Tom looked into Margolis’s eyes. “What did he tell you, Adam?”

Margolis blinked. “They orange-tabbed what he said, Tom. 28I don’t think I’m supposed to get into that. It would look bad on the polygraph.”

“Suppose I tell you, then. The Iranian told you there would be an attack somewhere in the Middle East within the next week to ten days.”

The astonished look on the kid’s face was confirmation enough. But Adam didn’t disappoint. “How did you know ? Who told you?”

Tom smiled, and deflected. “Remember-I have a lot of friends at your headquarters.”

The answer, of course, was that Tom hadn’t known. Not exactly. It had been a guess. But an educated guess. He’d gone over all the notes from his lunch with Shahram. Obviously, Shahram had put some of the puzzle pieces together. At lunch, he’d tied the Gaza bombing to the other two blasts. Which told Tom that Shahram had realized before October 15 that Imad Mugniyah and Tariq Ben Said were both in Israel and something nasty was imminent.

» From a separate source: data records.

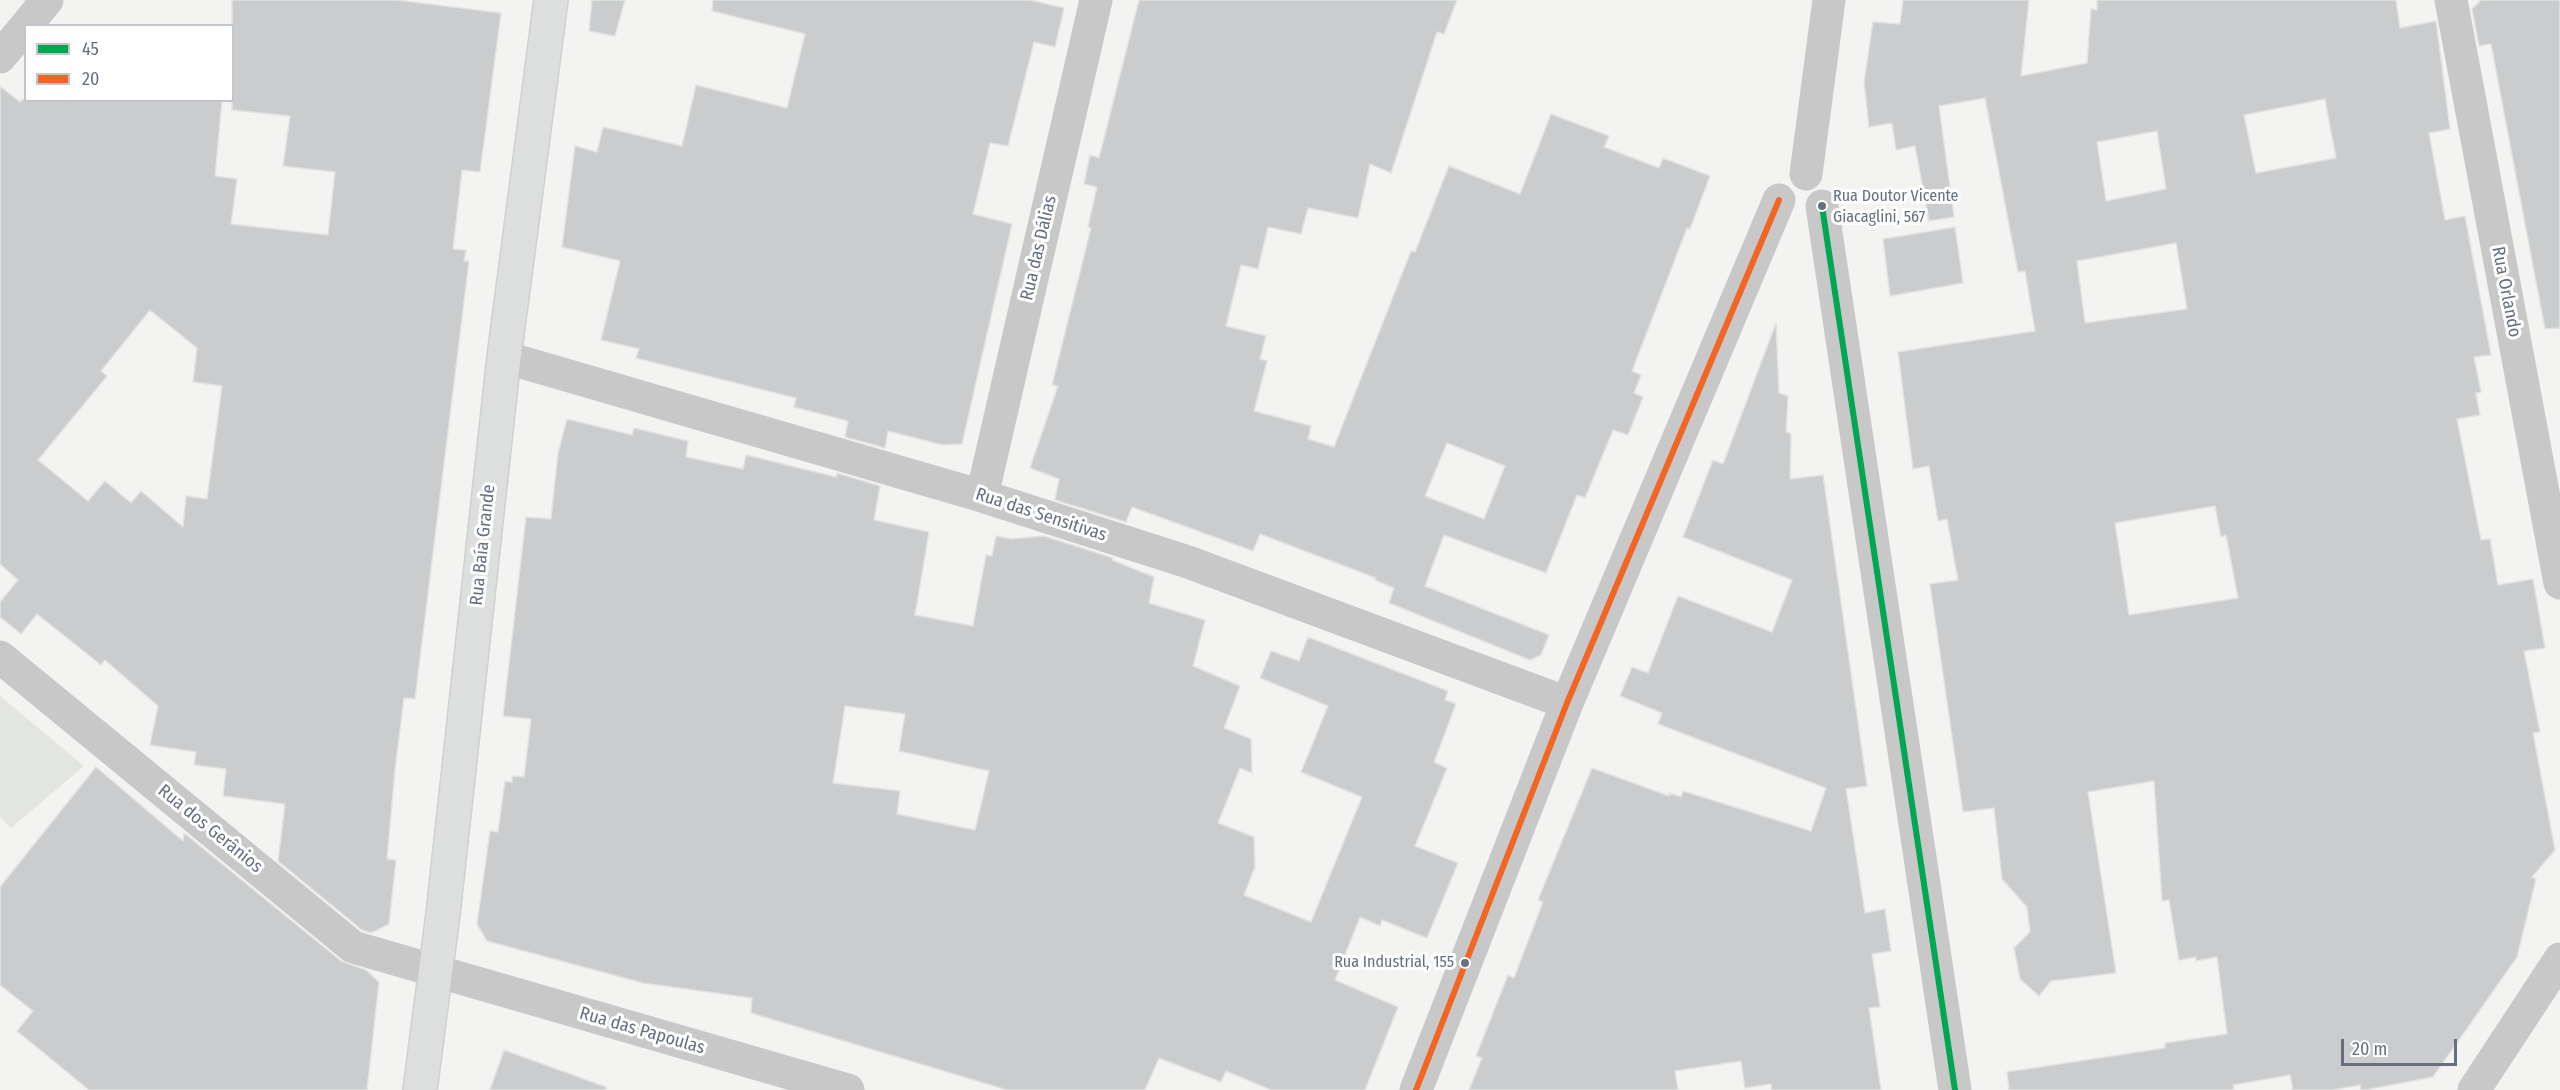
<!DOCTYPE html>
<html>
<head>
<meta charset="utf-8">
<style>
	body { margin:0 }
	#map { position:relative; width:2560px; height:1090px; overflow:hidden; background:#f3f3f2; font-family:"Fira Sans Condensed",sans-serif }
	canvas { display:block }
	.legend { position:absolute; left:24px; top:24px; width:210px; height:78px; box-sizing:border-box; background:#fff; border:2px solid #c2c6cb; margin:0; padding:8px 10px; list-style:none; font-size:18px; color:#67707e }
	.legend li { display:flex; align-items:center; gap:12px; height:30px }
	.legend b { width:30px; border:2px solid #c2c6cb }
	.scale { position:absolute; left:2341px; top:1039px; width:116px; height:27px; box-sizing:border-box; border:3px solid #67707e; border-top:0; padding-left:8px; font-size:18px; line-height:21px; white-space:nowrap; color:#67707e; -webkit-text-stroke:4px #fff; paint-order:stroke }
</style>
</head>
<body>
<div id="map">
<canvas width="2560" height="1090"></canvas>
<ul class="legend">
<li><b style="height:8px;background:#00a651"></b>45</li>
<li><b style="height:8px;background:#f26522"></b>20</li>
</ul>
<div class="scale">20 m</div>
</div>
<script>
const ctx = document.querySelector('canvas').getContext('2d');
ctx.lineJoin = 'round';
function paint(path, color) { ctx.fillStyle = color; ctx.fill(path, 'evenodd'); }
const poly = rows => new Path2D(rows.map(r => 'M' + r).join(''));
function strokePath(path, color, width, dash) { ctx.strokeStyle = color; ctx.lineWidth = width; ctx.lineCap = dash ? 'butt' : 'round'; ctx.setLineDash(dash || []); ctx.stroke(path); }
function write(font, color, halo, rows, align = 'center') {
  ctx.font = font + ' "Fira Sans Condensed",sans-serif'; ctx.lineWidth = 6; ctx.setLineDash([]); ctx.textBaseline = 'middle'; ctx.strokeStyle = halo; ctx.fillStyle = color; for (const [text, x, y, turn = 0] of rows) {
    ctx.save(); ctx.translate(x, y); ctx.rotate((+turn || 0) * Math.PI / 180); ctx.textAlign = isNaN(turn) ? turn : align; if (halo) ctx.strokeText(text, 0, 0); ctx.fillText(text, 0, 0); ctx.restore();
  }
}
const green = poly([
	[0,696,84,766,11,828,0,817]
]);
const building = poly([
	[232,0,397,0,501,13,480,172,462,170,453,249,466,250,464,261,469,261,415,699,404,698,395,770,387,859,396,860,389,924,371,933,362,930,278,861,285,804,223,796,226,769,194,765,196,752,150,745,158,706,105,660,101,665,37,614,21,634,0,617,0,602,18,580,0,564,0,86,20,102,22,100,222,100,215,176,237,179,231,224,328,235,335,172,283,166,290,116,232,110,232,0],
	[150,310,197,348,193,382,222,386,207,499,186,496,183,527,141,491,131,503,105,481,88,501,38,460,107,376,101,371,150,310],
	[592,0,625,0,615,36,589,31,592,0],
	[713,0,1030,0,1064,8,1055,47,1034,42,1008,146,990,143,973,214,1012,224,962,444,943,445,888,431,885,448,845,437,848,421,794,407,796,398,636,358,639,349,601,340,620,261,562,247,575,146,597,152,603,127,682,146,696,85,787,108,805,34,712,11,713,0],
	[1139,0,1457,0,1444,34,1437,32,1391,173,1370,164,1358,218,1308,208,1301,234,1268,227,1258,269,1241,265,1226,326,1266,336,1260,359,1267,361,1254,411,1311,426,1308,439,1334,447,1411,251,1415,252,1449,166,1520,194,1551,114,1609,136,1604,147,1659,168,1663,158,1710,176,1690,229,1687,228,1632,371,1641,375,1634,393,1643,397,1628,435,1613,430,1585,498,1577,495,1546,573,1444,535,1425,586,1549,635,1541,655,1530,660,1389,603,1394,588,1375,580,1376,578,1260,534,1253,551,1132,507,1126,522,1055,500,1059,479,1030,468,1058,386,1052,385,1091,228,1088,227,1097,187,1084,184,1090,155,1099,158,1139,0],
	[1447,443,1505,466,1484,519,1425,496,1447,443],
	[1903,0,2029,0,2021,76,2087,63,2091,9,2097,10,2097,0,2396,0,2400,28,2436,21,2450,129,2429,133,2445,220,2465,216,2491,355,2474,357,2481,392,2476,393,2480,415,2457,419,2481,540,2490,539,2498,585,2533,579,2545,648,2524,651,2540,732,2533,733,2555,850,2532,877,2536,879,2517,957,2433,1077,2365,1090,2361,1090,2360,1085,2333,1090,2293,1090,2290,1075,2233,1085,2234,1090,2009,1090,2007,1072,2165,1048,2165,1043,2227,1034,2217,957,2196,961,2196,957,2179,960,2169,900,2162,901,2154,781,2088,792,2116,973,2051,981,2039,996,2020,979,2014,948,2030,932,2027,907,2002,879,1994,808,1963,812,1930,584,1958,580,1947,519,1938,521,1929,466,1913,469,1898,352,2035,331,2025,271,2018,272,1985,98,1939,106,1954,217,1929,221,1915,146,1896,150,1892,123,1869,127,1864,82,1873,22,1900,24,1903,0],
	[2325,99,2336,158,2256,173,2244,115,2325,99],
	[2157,131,2166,189,2106,201,2097,142,2157,131],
	[2176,243,2187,309,2085,323,2077,261,2176,243],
	[2215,506,2221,537,2226,535,2238,598,2129,615,2115,523,2215,506],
	[2481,0,2560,0,2560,328,2545,329,2491,44,2479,46,2472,9,2481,0],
	[1955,227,1963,283,1890,296,1883,239,1955,227],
	[1776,323,1779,393,1788,396,1786,432,1791,434,1790,479,1823,475,1867,786,1846,789,1865,913,1885,909,1891,951,1872,954,1880,1007,1869,1008,1881,1090,1772,1090,1771,1084,1745,1088,1741,1061,1675,1071,1678,1090,1469,1090,1482,1058,1476,1056,1508,975,1514,978,1543,902,1538,900,1592,768,1669,796,1669,793,1681,797,1683,791,1811,831,1826,788,1658,724,1662,713,1620,696,1632,667,1648,673,1678,596,1772,632,1792,580,1683,537,1713,460,1723,464,1776,323],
	[567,419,632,435,634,428,688,441,686,457,743,469,746,455,836,477,837,473,880,486,874,520,929,532,915,615,973,626,986,555,992,556,996,536,1011,539,1044,536,1113,558,1112,560,1154,577,1149,603,1205,620,1193,666,1240,686,1224,728,1251,739,1252,773,1240,768,1218,823,1254,837,1255,867,1244,895,1311,922,1362,797,1301,772,1328,706,1260,678,1271,651,1299,661,1308,637,1448,691,1445,700,1456,704,1434,762,1447,768,1415,846,1458,863,1427,938,1382,920,1380,926,1360,917,1335,980,1398,1007,1365,1090,1271,1090,1226,1071,1221,1082,1159,1058,1145,1090,1007,1090,751,1013,752,998,643,983,487,941,477,924,490,831,498,832,505,781,512,782,512,776,524,777,531,719,503,716,526,517,551,519,558,453,567,419],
	[845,706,905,714,899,751,989,771,975,830,897,814,900,791,833,783,845,706],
	[96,767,183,841,184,833,341,961,366,970,379,982,367,1090,89,1090,17,1031,33,1011,0,985,0,887,96,767],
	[504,1050,606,1087,606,1090,490,1090,504,1050]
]);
const minor = poly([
	[2451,0,2560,583],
	[26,26,47,0],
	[0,57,26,26],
	[1806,174,1829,0],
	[1822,206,1955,1090],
	[504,357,982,496,1188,562,1567,703],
	[982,496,1096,0],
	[0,657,353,947,848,1090],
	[1416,1090,1567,703,1779,200],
	[2474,1090,2560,959]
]);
const major = poly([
	[420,1090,443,914,504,357,551,0]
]);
const bus1 = poly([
	[1822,206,1955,1090]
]);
const bus2 = poly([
	[1416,1090,1567,703,1779,200]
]);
const markers = [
	[1822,206,5,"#67707e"],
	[1465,963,5,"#67707e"]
];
const busNames = [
	["Rua Doutor Vicente",1833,197],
	["Giacaglini, 567",1833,218],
	["Rua Industrial, 155",1454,963,"right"]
];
const streetNames = [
	["Rua das Dálias",1039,248,-77],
	["Rua Orlando",2506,292,79],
	["Rua das Sensitivas",1041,515,18],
	["Rua Baía Grande",483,545,-84],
	["Rua dos Gerânios",210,829,39],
	["Rua das Papoulas",642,1031,16]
];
paint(green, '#e2e5e1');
paint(building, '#cbcccd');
strokePath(building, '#e2e2e2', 1.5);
strokePath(major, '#d0d0d1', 36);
strokePath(minor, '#c8c8c9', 33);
strokePath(major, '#dddede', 33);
strokePath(bus1, '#00a651', 6);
strokePath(bus2, '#f26522', 6);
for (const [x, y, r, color] of markers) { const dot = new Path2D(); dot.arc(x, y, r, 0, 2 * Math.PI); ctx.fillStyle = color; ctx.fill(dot); strokePath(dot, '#fff', 2); }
write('16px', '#67707e', '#fff', busNames, 'left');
write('18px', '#67707e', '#fff', streetNames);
</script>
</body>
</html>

The question, of course, was that if CIA had the information, why had Langley not acted? Because it hadn’t. There had been no warnings sent to Tel Aviv-or anywhere else. There had been no proactive security measures taken. It was as if Langley hadn’t given a damn.

But Tom wasn’t sitting at Le Griffonnier to figure out what Langley had or hadn’t known-or to decipher the motives behind its negligent behavior. He wanted to know everything about Shahram Shahristani’s embassy meeting. Because that meeting was the key to everything that had followed.

25

IT WAS TIME TO STARTthe cold pitch. Tom looked into Adam’s eyes. “I told you I knew what the Iranian said.” He paused, his eyes entreating. “I need your help, Adam.”

Margolis’s voice took on a solicitous tone. “You were right on the money, Tom. He said he could provide the big guy on a platter. His words. Dead or alive. His words. He said he had information on other operations, but they’d cost us more.”

“That was all?”

“Like you said, he said one attack was imminent.”

“Did he say where?”

“He told me it would occur in Israel within the next week to ten days.”

“And what did you do?”

“I put it all on tape, just as I’d been ordered to. I took notes, too.”

“And?”

“And then it was finished. I told him we’d get back to him.”

“And you escorted him back to the gatehouse?”

“Yes. I’d just picked up my stuff and was ushering the Iranian down the front steps when Harry Z came charging through the lobby and called to us from the portico. That surprised me, because I didn’t even know he was in the building.”

Tom said nothing.

“Harry introduced himself to the Iranian-under alias, of course.” Margolis picked up his wineglass and drained it. “We all walked together down to the gatehouse. Just before we got there, Harry said he’d forgotten something upstairs, but he’d wanted to meet Shahram and thank him for his help. He gave Shahram an envelope. Said it wasn’t much, but he hoped it would compensate Shahram for his time, just in case the other thing didn’t work out.”